CCK's slow approval of yuMobile buyout deal causes anxiety

The Communications Commission of Kenya's slow process at approving yuMobile’s buyout plan by Safaricom and Airtel is causing a lot of fear among the operators and yuMobile’s staff.

It has emerged that the regulator is yet to approve the deal three weeks after it was informed of the acquisition plan.

Safaricom yesterday said that the longer the regulator took at approving the deal, the more complicated and ‘less attractive’ the deal will become, citing significant change in the fundamentals of the deal.

“The envisaged transaction involves a number of players and each player has placed a specific premium on an aspect of it,” said Nzioka Waita, Safaricom’s director of corporate affairs.

“With the passage of time and the lack of clarity on the regulatory direction of our application, some aspects of the transaction are starting to look less attractive to interested parties, thus undermining the collective premium of the overall transaction,” Waita added.

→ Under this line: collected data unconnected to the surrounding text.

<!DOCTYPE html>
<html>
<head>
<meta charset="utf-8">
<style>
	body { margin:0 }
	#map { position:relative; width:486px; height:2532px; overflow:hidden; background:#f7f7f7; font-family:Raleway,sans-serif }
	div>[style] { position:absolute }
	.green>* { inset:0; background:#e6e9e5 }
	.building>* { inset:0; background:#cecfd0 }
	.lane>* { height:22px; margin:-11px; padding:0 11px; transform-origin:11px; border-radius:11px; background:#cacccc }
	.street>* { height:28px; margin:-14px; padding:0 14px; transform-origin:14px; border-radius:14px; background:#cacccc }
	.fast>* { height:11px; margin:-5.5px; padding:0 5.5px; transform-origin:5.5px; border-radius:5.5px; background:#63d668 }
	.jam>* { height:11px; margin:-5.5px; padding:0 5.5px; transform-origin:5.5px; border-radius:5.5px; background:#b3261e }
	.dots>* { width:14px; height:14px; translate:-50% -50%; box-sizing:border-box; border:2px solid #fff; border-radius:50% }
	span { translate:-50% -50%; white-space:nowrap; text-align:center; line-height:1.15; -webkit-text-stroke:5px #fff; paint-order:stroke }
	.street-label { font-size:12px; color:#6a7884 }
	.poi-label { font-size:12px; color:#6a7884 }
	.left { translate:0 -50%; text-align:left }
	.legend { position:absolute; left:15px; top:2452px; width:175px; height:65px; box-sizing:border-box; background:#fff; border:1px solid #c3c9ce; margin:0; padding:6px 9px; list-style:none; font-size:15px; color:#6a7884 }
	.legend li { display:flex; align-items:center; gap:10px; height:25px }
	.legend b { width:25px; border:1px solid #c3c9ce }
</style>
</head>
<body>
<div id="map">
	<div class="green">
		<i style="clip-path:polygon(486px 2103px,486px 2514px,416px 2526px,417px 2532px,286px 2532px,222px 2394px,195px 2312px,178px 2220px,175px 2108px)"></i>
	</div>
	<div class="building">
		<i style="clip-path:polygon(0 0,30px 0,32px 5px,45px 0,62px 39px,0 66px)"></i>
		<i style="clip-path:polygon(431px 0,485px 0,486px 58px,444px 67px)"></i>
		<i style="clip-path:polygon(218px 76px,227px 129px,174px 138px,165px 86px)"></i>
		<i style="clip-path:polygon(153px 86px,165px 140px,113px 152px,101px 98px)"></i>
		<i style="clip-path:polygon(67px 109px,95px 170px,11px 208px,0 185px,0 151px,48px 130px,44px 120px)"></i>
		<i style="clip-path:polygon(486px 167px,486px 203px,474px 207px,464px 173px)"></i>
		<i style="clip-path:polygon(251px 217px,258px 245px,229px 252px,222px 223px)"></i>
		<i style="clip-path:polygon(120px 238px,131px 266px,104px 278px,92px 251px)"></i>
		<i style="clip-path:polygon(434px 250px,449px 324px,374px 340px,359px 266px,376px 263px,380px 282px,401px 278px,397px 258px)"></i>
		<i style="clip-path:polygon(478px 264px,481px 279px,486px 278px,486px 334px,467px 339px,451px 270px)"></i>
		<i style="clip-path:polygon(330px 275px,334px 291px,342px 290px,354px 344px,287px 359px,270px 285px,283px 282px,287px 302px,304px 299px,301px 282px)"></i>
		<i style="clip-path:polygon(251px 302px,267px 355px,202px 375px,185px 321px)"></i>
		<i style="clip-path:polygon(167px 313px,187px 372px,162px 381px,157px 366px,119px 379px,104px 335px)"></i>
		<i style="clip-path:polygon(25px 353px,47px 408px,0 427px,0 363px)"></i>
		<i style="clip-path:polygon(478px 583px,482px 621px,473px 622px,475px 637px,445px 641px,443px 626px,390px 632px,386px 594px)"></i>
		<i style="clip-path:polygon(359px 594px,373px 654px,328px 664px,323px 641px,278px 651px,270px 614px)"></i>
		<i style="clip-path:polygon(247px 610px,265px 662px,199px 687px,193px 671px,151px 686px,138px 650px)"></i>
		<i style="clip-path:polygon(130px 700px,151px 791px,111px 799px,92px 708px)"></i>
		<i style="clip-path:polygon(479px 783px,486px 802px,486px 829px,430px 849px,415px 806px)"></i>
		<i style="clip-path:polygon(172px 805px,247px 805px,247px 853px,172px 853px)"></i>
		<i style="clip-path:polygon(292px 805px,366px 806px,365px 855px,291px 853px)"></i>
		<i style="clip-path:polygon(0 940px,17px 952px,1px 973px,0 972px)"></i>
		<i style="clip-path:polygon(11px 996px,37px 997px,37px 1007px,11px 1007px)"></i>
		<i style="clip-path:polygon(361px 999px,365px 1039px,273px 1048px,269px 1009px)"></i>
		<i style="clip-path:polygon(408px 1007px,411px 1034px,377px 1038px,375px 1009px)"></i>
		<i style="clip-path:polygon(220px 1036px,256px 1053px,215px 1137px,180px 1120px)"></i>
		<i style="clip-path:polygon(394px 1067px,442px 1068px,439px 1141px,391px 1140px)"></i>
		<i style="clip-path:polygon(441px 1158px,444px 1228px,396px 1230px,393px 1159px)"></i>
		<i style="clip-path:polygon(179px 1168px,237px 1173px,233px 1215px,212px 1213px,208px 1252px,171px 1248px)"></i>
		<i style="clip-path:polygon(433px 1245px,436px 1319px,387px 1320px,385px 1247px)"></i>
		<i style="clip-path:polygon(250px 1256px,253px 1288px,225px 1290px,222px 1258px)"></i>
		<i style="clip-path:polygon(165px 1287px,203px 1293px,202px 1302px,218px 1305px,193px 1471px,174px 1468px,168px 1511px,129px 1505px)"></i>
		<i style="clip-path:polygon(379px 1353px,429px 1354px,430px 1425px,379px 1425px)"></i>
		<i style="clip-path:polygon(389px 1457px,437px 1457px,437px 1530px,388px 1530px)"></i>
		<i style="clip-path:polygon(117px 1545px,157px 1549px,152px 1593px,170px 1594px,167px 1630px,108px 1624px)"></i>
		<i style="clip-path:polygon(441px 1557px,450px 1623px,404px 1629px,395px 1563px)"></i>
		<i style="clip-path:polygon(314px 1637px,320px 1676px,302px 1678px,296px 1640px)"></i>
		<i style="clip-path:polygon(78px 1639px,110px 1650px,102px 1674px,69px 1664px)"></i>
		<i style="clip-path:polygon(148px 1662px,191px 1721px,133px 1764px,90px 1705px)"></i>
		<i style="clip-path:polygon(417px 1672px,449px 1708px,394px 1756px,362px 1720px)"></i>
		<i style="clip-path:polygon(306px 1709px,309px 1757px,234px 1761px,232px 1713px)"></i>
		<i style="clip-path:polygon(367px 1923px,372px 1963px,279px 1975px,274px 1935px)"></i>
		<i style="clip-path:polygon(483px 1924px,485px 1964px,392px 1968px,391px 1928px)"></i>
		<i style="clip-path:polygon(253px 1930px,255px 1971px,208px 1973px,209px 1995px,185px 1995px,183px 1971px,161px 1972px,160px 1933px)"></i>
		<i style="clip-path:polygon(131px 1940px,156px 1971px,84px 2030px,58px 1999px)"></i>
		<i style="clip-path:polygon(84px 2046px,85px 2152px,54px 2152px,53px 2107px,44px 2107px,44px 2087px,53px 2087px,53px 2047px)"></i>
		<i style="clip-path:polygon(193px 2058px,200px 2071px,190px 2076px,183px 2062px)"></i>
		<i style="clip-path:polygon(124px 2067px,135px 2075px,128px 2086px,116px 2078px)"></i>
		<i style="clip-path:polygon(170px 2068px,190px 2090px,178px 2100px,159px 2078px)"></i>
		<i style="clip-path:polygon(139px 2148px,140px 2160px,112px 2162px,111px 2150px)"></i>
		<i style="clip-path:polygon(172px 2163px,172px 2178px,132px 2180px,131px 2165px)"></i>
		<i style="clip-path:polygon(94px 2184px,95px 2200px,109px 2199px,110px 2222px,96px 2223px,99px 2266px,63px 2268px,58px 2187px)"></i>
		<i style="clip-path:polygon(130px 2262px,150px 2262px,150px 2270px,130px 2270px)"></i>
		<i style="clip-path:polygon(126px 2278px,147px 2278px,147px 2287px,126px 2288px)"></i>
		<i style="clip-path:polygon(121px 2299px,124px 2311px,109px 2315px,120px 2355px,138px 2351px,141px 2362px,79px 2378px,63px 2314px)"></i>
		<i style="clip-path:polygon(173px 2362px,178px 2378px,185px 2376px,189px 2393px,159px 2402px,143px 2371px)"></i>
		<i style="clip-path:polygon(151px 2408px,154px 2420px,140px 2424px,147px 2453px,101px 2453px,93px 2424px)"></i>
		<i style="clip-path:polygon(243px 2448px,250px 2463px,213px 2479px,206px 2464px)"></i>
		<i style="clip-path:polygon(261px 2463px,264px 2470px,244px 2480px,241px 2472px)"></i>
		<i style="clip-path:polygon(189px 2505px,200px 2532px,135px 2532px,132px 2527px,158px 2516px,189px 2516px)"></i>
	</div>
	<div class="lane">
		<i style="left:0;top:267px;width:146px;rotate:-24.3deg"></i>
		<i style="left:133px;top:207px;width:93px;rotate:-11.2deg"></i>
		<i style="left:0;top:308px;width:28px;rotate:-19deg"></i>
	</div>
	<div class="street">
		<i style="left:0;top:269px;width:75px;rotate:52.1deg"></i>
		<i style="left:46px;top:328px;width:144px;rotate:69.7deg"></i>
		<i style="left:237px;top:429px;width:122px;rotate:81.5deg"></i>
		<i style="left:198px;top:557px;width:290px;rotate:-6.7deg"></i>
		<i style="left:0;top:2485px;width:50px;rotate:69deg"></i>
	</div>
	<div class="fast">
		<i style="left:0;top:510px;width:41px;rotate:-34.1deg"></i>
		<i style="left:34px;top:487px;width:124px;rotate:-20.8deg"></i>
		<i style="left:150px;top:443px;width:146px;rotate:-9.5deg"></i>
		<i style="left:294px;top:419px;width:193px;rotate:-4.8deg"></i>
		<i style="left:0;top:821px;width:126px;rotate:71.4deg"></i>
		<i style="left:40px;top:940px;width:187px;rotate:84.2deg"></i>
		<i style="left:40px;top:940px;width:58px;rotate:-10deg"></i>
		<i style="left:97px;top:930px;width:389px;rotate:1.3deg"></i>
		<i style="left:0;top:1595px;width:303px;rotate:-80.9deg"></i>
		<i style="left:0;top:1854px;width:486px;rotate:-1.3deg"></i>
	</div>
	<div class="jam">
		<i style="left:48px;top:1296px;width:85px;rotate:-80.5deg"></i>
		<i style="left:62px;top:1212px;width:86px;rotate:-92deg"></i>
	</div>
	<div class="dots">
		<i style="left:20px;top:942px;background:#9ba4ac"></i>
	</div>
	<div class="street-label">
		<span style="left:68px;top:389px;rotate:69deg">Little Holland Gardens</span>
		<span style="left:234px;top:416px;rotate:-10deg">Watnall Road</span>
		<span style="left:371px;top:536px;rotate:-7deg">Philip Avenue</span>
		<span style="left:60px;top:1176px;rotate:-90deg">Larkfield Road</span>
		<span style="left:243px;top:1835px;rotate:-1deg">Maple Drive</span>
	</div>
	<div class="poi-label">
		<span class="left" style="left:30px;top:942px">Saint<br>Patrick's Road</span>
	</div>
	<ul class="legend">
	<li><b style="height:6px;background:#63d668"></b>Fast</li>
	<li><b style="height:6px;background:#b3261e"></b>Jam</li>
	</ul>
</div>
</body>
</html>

Both Safaricom and Airtel had offered to acquire yuMobile’s assets and subscribers in the country, with Safaricom acquiring the operator’s infrastructure and Airtel acquiring the company’s prefix and subsequently its 2.7 million subscribers.

Commenting on the delayed approval process, yuMobile’s country manager, Madhur Taneja said, “We are extremely disappointed with the delay in getting a response from the regulator and I am not sure what kind of message we are sending to the parties involved in this transaction or to our employees and subscribers.”

Airtel on the other hand, through its spokesman Michael Okwiri, has maintained that there has been no change in the operator’s position when it comes to the buyout deal.

Speaking to ITWebAfrica, Noah Mutai, an IT research lecturer and telecommunications analyst at Jomo Kenyatta University of Agriculture and Technology (JKUAT) said, “Safaricom’s fears could be valid considering that the deal was only viable provided Airtel was part of it.”

“If Airtel pulls out, say due to a drop in yuMobile’s subscribers, Safaricom could be left as the only buyer, implying that acquisition of yuMobile’s infrastructure and subscribers will come at a higher price for the operator.”

Mutai added that Safaricom could also be acting strategically to avoid a scenario where it would have to deal with another headache from the Competition Authority of Kenya, over ‘market monopolisation’.

“If Safaricom acquires both yuMobile’s infrastructure and subscribers, the operator’s market share will skyrocket to over 70%, something that experts can comfortably term as monopolisation of a market,” added Mutai,

“The remaining operators will have less competitive advantage, something that could seriously jeopardise the gains made in Kenya’s telecommunications industry.”